Stored data entries:
• • • •

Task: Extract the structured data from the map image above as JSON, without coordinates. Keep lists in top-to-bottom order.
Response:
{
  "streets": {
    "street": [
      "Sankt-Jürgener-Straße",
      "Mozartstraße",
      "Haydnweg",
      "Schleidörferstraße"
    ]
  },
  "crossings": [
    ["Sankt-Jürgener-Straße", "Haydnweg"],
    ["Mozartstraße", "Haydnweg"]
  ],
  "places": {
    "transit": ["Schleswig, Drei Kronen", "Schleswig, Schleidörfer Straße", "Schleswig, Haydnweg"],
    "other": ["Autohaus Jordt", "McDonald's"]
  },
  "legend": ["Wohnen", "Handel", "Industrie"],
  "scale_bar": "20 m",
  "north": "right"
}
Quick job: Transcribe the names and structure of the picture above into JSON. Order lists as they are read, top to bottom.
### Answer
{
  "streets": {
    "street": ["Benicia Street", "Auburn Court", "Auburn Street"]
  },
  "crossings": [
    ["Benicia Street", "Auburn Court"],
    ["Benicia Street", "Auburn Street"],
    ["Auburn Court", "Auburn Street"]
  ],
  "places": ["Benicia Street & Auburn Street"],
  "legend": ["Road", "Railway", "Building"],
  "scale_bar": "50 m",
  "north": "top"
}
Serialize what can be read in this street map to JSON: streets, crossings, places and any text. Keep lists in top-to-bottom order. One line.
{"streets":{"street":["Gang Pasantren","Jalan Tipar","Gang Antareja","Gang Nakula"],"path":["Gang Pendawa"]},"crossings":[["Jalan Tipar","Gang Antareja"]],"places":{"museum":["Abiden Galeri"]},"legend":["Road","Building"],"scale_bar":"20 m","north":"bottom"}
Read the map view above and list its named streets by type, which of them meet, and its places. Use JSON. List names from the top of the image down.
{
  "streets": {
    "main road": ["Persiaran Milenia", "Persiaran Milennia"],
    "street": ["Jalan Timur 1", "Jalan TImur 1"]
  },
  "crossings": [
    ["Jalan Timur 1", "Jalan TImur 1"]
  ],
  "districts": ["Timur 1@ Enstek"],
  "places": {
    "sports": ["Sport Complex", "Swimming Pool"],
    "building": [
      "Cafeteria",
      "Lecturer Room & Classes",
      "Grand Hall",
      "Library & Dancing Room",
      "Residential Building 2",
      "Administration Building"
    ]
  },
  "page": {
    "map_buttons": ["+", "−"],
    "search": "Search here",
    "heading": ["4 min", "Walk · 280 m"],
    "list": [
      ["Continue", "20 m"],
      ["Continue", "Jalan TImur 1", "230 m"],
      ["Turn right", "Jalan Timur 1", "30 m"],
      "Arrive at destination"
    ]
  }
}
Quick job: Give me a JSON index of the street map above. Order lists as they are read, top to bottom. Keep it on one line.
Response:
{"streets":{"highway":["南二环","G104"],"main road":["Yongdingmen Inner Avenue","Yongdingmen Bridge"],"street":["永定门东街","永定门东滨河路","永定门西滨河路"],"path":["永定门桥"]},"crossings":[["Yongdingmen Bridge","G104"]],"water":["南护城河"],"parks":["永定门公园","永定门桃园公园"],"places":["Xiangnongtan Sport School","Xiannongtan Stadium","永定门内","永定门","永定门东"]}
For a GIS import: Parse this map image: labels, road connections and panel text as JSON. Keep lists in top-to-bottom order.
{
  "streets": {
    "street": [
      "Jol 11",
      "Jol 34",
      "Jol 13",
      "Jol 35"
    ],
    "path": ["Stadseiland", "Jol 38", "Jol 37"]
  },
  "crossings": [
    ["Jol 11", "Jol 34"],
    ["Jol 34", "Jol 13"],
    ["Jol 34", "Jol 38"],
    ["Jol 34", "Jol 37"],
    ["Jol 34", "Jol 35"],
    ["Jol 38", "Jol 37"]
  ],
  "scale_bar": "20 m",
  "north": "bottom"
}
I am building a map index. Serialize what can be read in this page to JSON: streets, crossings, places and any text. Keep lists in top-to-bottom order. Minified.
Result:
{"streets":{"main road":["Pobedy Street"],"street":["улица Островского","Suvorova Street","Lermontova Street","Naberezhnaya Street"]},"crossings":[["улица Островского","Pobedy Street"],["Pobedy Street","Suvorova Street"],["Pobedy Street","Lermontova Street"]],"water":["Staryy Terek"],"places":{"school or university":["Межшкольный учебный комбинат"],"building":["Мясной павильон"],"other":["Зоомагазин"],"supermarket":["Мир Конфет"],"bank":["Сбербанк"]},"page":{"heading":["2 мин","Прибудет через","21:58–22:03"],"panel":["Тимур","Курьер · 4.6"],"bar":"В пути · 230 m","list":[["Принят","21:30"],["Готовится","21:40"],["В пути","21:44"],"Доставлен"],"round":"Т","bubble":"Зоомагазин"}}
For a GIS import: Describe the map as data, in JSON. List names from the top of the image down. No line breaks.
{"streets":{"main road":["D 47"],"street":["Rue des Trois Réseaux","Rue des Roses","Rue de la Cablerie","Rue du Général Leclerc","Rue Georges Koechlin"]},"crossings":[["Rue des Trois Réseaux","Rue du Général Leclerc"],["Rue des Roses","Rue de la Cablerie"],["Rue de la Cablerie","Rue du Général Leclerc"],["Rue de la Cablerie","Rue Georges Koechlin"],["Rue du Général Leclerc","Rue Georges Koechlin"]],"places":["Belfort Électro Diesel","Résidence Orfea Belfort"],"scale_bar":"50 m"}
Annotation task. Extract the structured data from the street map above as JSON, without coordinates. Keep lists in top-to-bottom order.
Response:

• • • •

WHAT TO WORK ON> Scan the entries above and return each line that holds "coordinates".

SOLUTION TO THIS PROBLEM>
Task: Extract the structured data from the map image above as JSON, without coordinates. Keep lists in top-to-bottom order.
Annotation task. Extract the structured data from the street map above as JSON, without coordinates. Keep lists in top-to-bottom order.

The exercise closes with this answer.